--- Supplied records Enclosed Below ---

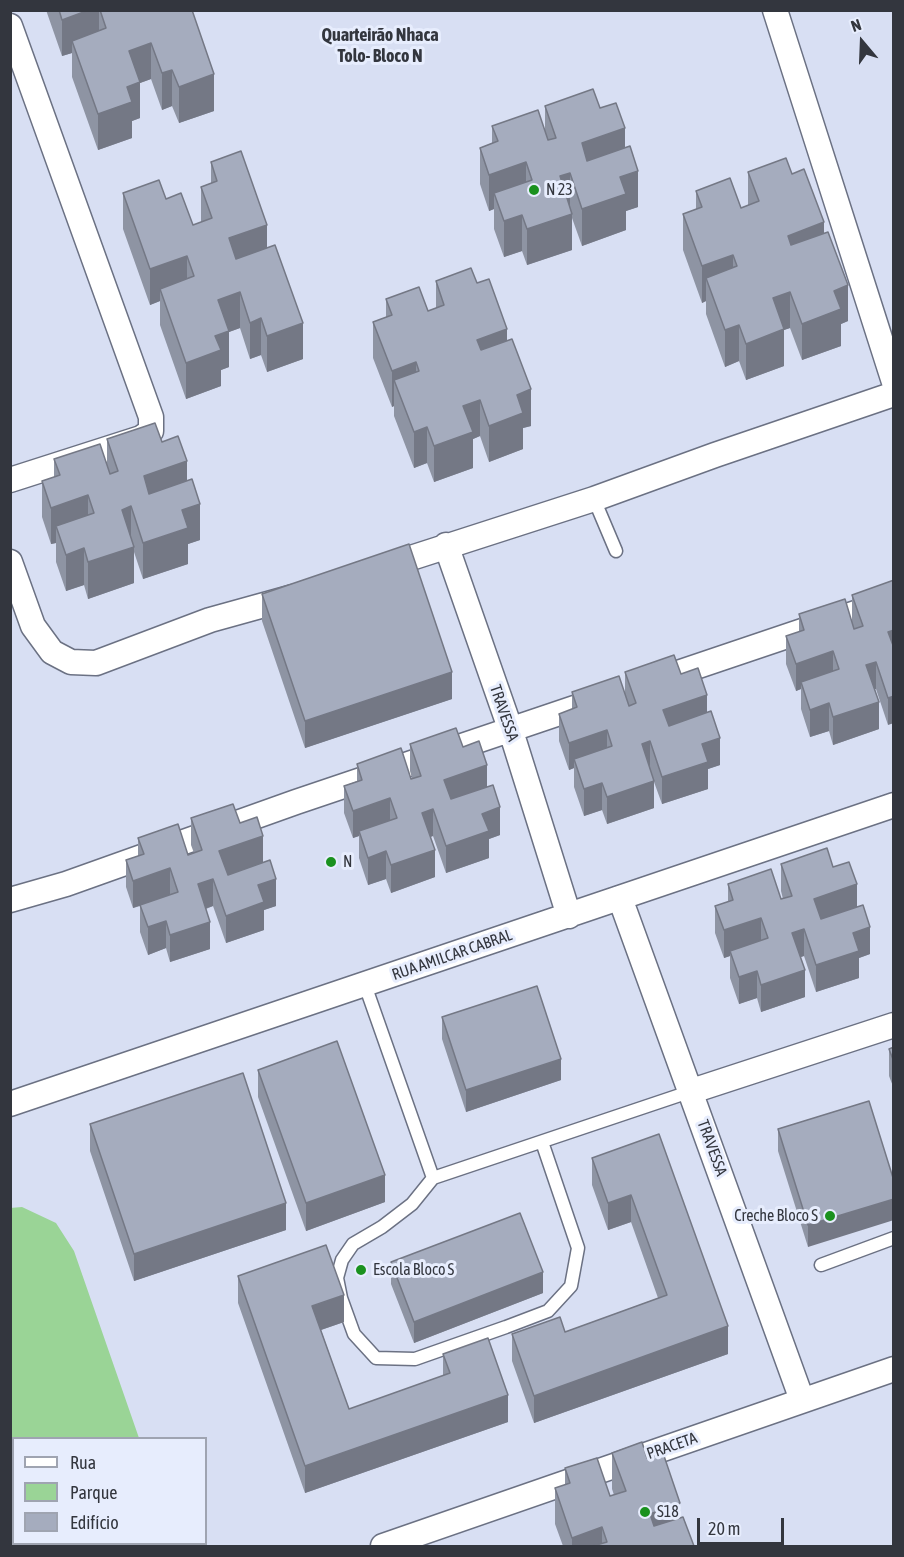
<!DOCTYPE html>
<meta charset="utf-8">
<style>
body{margin:0}
#map{position:relative;width:904px;height:1557px;overflow:hidden;background:#d8dff3;font-family:"Asap Condensed",sans-serif}
canvas{display:block}
.frame{position:absolute;inset:0;border:12px solid #33363e;pointer-events:none}
.legend{position:absolute;left:12px;top:1437px;width:195px;height:108px;box-sizing:border-box;background:#e7edfd;border:2px solid #9fa4b1;margin:0;padding:8px 10px;list-style:none;font-size:18px;color:#33363e}
.legend li{display:flex;align-items:center;gap:12px;height:30px}
.legend b{width:30px;border:2px solid #9fa4b1}
.north{position:absolute;left:832px;top:12px;width:60px;height:60px;-webkit-text-stroke:4px #e7edfd;paint-order:stroke;rotate:341deg;font-size:16px;font-weight:700;line-height:24px;text-align:center;color:#33363e}
.north::after{content:'';display:block;margin:auto;width:21px;height:27px;background:#33363e;clip-path:polygon(50% 0,100% 100%,50% 72%,0 100%)}
.scale{position:absolute;left:697px;top:1518px;width:87px;height:27px;box-sizing:border-box;border:3px solid #33363e;border-top:0;padding-left:8px;font-size:18px;line-height:21px;white-space:nowrap;color:#33363e;-webkit-text-stroke:4px #e7edfd;paint-order:stroke}
</style>
<div id="map">
<canvas width="904" height="1557"></canvas>
<div class="frame"></div>
<ul class="legend">
<li><b style="height:8px;background:#fff"></b>Rua</li>
<li><b style="height:16px;background:#9ad496"></b>Parque</li>
<li><b style="height:16px;background:#a5acbe"></b>Edifício</li>
</ul>
<div class="north">N</div>
<div class="scale">20 m</div>
</div>
<script>
const ctx = document.querySelector('canvas').getContext('2d');
ctx.lineJoin = 'round';
function fill(path, color) { ctx.fillStyle = color; ctx.fill(path, 'evenodd'); }
function strokePath(path, color, width, dash) { ctx.strokeStyle = color; ctx.lineWidth = width; ctx.lineCap = dash ? 'butt' : 'round'; ctx.setLineDash(dash || []); ctx.stroke(path); }
function write(font, color, halo, rows, align = 'center') {
  ctx.font = font + ' "Asap Condensed",sans-serif'; ctx.lineWidth = 6; ctx.setLineDash([]); ctx.textBaseline = 'middle'; ctx.strokeStyle = halo; ctx.fillStyle = color; for (const [text, x, y, turn = 0] of rows) {
    ctx.save(); ctx.translate(x, y); ctx.rotate((+turn || 0) * Math.PI / 180); ctx.textAlign = isNaN(turn) ? turn : align; if (halo) ctx.strokeText(text, 0, 0); ctx.fillText(text, 0, 0); ctx.restore();
  }
}
const green = new Path2D(`
 M22 1207 56 1223 74 1251 139 1438H14L13 1499 10 1494V1208Z`);
const lane = new Path2D(`
 M594 499 616 551
 M365 985 433 1178
 M542 1142 578 1248 571 1286 548 1311 506 1327 415 1359 376 1358 354 1334 341 1298 337 1278 342 1260 353 1244 382 1227 412 1204 433 1178 692 1091
 M821 1265 894 1238`);
const street = new Path2D(`
 M775 10 894 382
 M10 26 151 417V431L141 438 10 480
 M446 545 510 728 569 916
 M10 562 33 626 52 652 71 662 96 663 210 620 293 597
 M383 567 594 499 715 455 894 394
 M651 682 894 600
 M620 898 802 1400
 M10 900 66 884 296 802 601 699
 M692 1091 894 1025
 M10 1104 894 805
 M383 1546 894 1369`);
const wall = new Path2D(`
 M46 10H192L214 111 179 123 172 106 162 110 151 79 140 83V118L132 121V138L98 150 72 77V53L62 56Z
 M545 106 600 108 625 148 638 207 626 211V230L582 246 572 218V250L527 265 522 251 504 257 494 229V209L489 211 480 184V148L492 143V126L545 133Z
 M211 162 267 248 303 359 267 372 261 355 250 359 240 328 229 332V367L221 370V386L186 399 160 325V301L150 305 123 229V193L166 199 193 225 201 222V187L211 183Z
 M748 172 792 174 824 233 848 321 841 324V346L802 360 790 328 784 330V366L746 380 739 361 725 367 706 314V301L702 303 683 250V214L696 209V191L741 208 748 205Z
 M436 281 477 283 507 340 531 426 523 428V449L489 462 480 436 473 439V468L434 482 427 463 414 468 394 416V406L392 407 373 358V322L386 317V299L428 311 436 308Z
 M107 439 162 442 187 481 200 540 188 544V564L143 579 134 552V583L88 599 84 585 66 591 56 562V543L51 544 42 517V481L54 477V459L107 466Z
 M894 580 888 725 876 689H875L879 729 833 745 829 731 810 737 801 709V689L796 691 786 664V636L799 632V614L852 622V595Z
 M262 594 452 699 305 748 262 621Z
 M625 672 681 674 707 713 720 765 708 769V789L662 804 654 782V808L607 824 602 810 584 816 574 787V768L569 770 559 741V714L572 709V692L625 693Z
 M410 744 463 747 487 786 500 835 489 839V858L446 873 433 836 430 837 435 877 391 893 386 879 368 885 359 858V836L353 838 344 813V786L357 781V764L411 779 412 778 410 771Z
 M191 818 240 823 263 863 276 906 264 910V930L226 943 213 906 206 909 210 949 170 962 166 948 148 955 140 932V906L133 908 126 887V860L138 856V838L188 855 194 853 191 845Z
 M781 864 833 867 857 907 870 954 859 958V978L816 992 804 956 800 957 805 997 761 1012 757 998 739 1004 730 978V956L724 958 715 933V906L728 902V884L781 899H783L781 891Z
 M442 1017 561 1080 466 1112 442 1039Z
 M894 1047V1089L889 1076V1049Z
 M258 1070 385 1202 306 1231 258 1097Z
 M869 1101 808 1247 778 1151V1129Z
 M90 1124 286 1230 134 1281 90 1151Z
 M659 1134 728 1354 534 1423 512 1361V1334L565 1332 658 1298 631 1222 608 1230 592 1185V1158Z
 M391 1262 543 1293 414 1343 391 1284Z
 M238 1276 344 1322 321 1330 349 1409 443 1376V1354L508 1422 305 1493 238 1303Z
 M612 1453 647 1458 680 1518 694 1546H563L555 1524V1488L565 1485V1468L610 1496 614 1495 612 1489Z`);
const shadedWall = new Path2D(`
 M89 10H99V43L72 41V53L62 56V20Z
 M151 43V79L140 83V118L132 121V138L98 150V114L129 51Z
 M172 70V106L162 110V73Z
 M214 74V111L179 123V87Z
 M625 128V164L582 179V143Z
 M526 162V198L494 193V209L489 211V175Z
 M638 171V207L626 211V230L582 246V209L620 177Z
 M570 173V209L560 176Z
 M572 214V250L527 265V229Z
 M522 215V251L504 257V221Z
 M824 222V258L788 272V236Z
 M267 225V261L229 274V238Z
 M733 255V291L706 278V301L702 303V266Z
 M187 256V292L160 289V301L150 305V269Z
 M848 285V321L841 324V346L802 360V324L834 291Z
 M240 292V328L229 332V367L221 370V386L186 399V363L215 336 218 300Z
 M790 292V328L784 330V366L746 380V344L773 298Z
 M261 318V355L250 359V323Z
 M303 323V359L267 372V336Z
 M739 325V361L725 367V330Z
 M507 329V365L477 377V340Z
 M416 362V398L394 380V406L392 407V371Z
 M531 389V426L523 428V449L489 462V426L517 395Z
 M480 400V436L473 439V468L434 482V446L463 406Z
 M427 427V463L414 468V432Z
 M187 461V497L144 512V476Z
 M88 495V531L56 526V543L51 544V508Z
 M200 504V540L188 544V564L143 579V543L182 510Z
 M131 506V542L122 510Z
 M134 547V583L88 599V562Z
 M84 548V585L66 591V555Z
 M894 630V657L888 632Z
 M833 651V678L801 682V689L796 691V664Z
 M876 662V689L866 692V665Z
 M452 672V699L305 748V721Z
 M707 695V722L663 737V710Z
 M894 696V723L888 725V698Z
 M879 702V729L833 745V717Z
 M829 703V731L810 737V710Z
 M607 730V757L574 759V768L569 770V743Z
 M720 738V765L708 769V789L662 804V777L702 744Z
 M650 741V768L642 744Z
 M487 765V792L444 807V780Z
 M654 781V808L607 824V797Z
 M602 783V810L584 816V789Z
 M390 798V825L359 831V836L353 838V811Z
 M500 807V835L489 839V858L446 873V846L482 814Z
 M433 809V836L422 840V813Z
 M263 836V863L219 878V851Z
 M435 850V877L391 893V865Z
 M386 851V879L368 885V858Z
 M170 868V895L133 908V881Z
 M213 879V906L198 911V884Z
 M276 879V906L264 910V930L226 943V916L258 885Z
 M857 884V912L814 927V899Z
 M761 918V945L730 951V956L724 958V930Z
 M166 921V948L148 955V927Z
 M210 922V949L170 962V935Z
 M870 927V954L859 958V978L816 992V965L853 933Z
 M804 929V956L792 960V933Z
 M805 970V997L761 1012V985Z
 M757 971V998L739 1004V977Z
 M561 1059V1080L466 1112V1090Z
 M385 1175V1202L306 1231V1203Z
 M631 1195V1222L608 1230V1203Z
 M894 1199V1220L808 1247V1225Z
 M286 1203V1230L134 1281V1254Z
 M543 1272V1293L414 1343V1322Z
 M344 1295V1322L312 1333V1306Z
 M728 1326V1354L534 1423V1396Z
 M508 1395V1422L305 1493V1466Z
 M680 1503V1539L659 1546 650 1514Z
 M602 1527V1546H572V1538Z`);
const building = new Path2D(`
 M59 10H89L62 20Z
 M100 10H192L214 74 179 87 172 70 162 73 151 43 129 51 140 82 127 87 132 102 98 114 72 41 106 28Z
 M593 89 600 108 616 103 625 128 582 143 587 161 630 146 638 171 620 177 626 194 582 209 570 173 560 176 572 214 527 229 522 215 504 221 494 193 532 180 526 162 489 175 480 148 498 141 492 126 538 110 548 140 556 138 545 106Z
 M241 151 267 225 229 238 236 259 275 245 303 323 267 336 261 318 250 323 240 292 218 300 229 331 215 336 221 350 186 363 160 289 194 276 187 256 150 269 123 193 159 180 166 199 181 193 193 225 212 218 201 187 217 181 211 162Z
 M786 158 792 174 804 169 824 222 788 236 791 245 828 232 848 285 834 291 841 309 802 324 790 292 773 298 784 329 746 344 739 325 725 330 706 278 737 266 733 255 702 266 683 214 702 207 696 191 730 178 741 208 759 201 748 172Z
 M471 268 477 283 489 279 507 329 477 340 481 350 512 339 531 389 517 395 523 413 489 426 480 400 463 406 473 432 434 446 427 427 414 432 394 380 419 371 416 362 392 371 373 322 392 315 386 299 419 287 428 311 444 305 436 281Z
 M155 423 162 442 178 436 187 461 144 476 149 494 192 479 200 504 182 510 188 528 143 543 131 506 122 510 134 547 88 562 84 548 66 555 56 526 94 513 88 495 51 508 42 481 60 475 54 459 100 444 110 474 118 471 107 439Z
 M409 544 452 672 305 721 262 594Z
 M894 580V630L888 632 894 648V696L888 698 876 662 866 665 879 702 833 717 829 703 810 710 801 682 839 669 833 651 796 664 786 636 804 630 799 614 845 599 854 629 863 626 852 595Z
 M674 655 681 674 698 668 707 695 663 710 669 726 711 711 720 738 702 744 708 762 662 777 650 741 642 744 654 781 607 797 602 783 584 789 574 759 612 746 607 730 569 743 559 714 577 707 572 692 619 676 629 706 636 703 625 672Z
 M456 728 463 747 479 741 487 765 444 780 451 799 493 785 500 807 482 814 489 831 446 846 433 809 422 813 435 850 391 865 386 851 368 858 359 831 397 818 390 798 353 811 344 786 362 780 357 764 401 748 411 779 421 776 410 744Z
 M233 804 240 823 257 817 263 836 219 851 228 875 270 860 276 879 258 885 264 902 226 916 213 879 198 884 210 922 170 935 166 921 148 927 140 905 178 892 170 868 133 881 126 860 144 854 138 838 178 824 188 855 202 850 191 818Z
 M827 848 833 867 849 862 857 884 814 899 821 919 863 905 870 927 853 933 859 951 816 965 804 929 792 933 805 970 761 985 757 971 739 977 730 951 768 938 761 918 724 930 715 906 733 900 728 884 771 869 781 899 792 896 781 864Z
 M537 986 561 1059 466 1090 442 1017Z
 M337 1041 385 1175 306 1203 258 1070Z
 M894 1047V1062L889 1049Z
 M243 1073 286 1203 134 1254 90 1124Z
 M869 1101 894 1181V1199L808 1225 778 1129Z
 M659 1134 728 1326 534 1396 512 1334 560 1317 565 1332 667 1295 631 1195 608 1203 592 1158Z
 M520 1213 543 1272 414 1322 391 1262Z
 M326 1245 344 1295 312 1306 349 1409 450 1373 443 1354 488 1338 508 1395 305 1466 238 1276Z
 M642 1442 647 1458 663 1453 680 1503 650 1514 654 1526 683 1517 694 1546H593L607 1542 602 1527 572 1538 555 1488 570 1483 565 1468 597 1458 610 1496 626 1491 612 1453Z`);
const markers = [
 [534,190,6,"#1a911e"],
 [331,862,6,"#1a911e"],
 [830,1216,6,"#1a911e"],
 [361,1270,6,"#1a911e"],
 [645,1512,6,"#1a911e"]
];
const poiNames = [
 ["N 23",546,190],
 ["N",343,862],
 ["Creche Bloco S",818,1216,"right"],
 ["Escola Bloco S",373,1270],
 ["S18",657,1512]
];
const streetNames = [
 ["TRAVESSA",504,713,71],
 ["RUA AMILCAR CABRAL",452,955,-19],
 ["TRAVESSA",712,1148,70],
 ["PRACETA",672,1446,-19]
];
const neighbourhoodNames = [
 ["Quarteirão Nhaca",380,35],
 ["Tolo- Bloco N",380,56]
];
fill(green, '#9ad496');
strokePath(lane, '#6b7183', 15);
strokePath(street, '#6b7183', 27);
strokePath(lane, '#fff', 12);
strokePath(street, '#fff', 24);
fill(wall, '#8e94a3');
fill(shadedWall, '#747885');
fill(building, '#a5acbe');
strokePath(building, '#747885', 1.5);
for (const [x, y, r, color] of markers) { const dot = new Path2D(); dot.arc(x, y, r, 0, 2 * Math.PI); ctx.fillStyle = color; ctx.fill(dot); strokePath(dot, '#e7edfd', 2); }
write('16px', '#33363e', '#e7edfd', poiNames, 'left');
write('16px', '#33363e', '#e7edfd', streetNames);
write('bold 18px', '#33363e', '#e7edfd', neighbourhoodNames);
</script>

--- End of Enclosed Supplied records ---

What is needed ▸ Select every line of the records holding the string "class".

Expected output ▸
<div class="frame"></div>
<ul class="legend">
<div class="north">N</div>
<div class="scale">20 m</div>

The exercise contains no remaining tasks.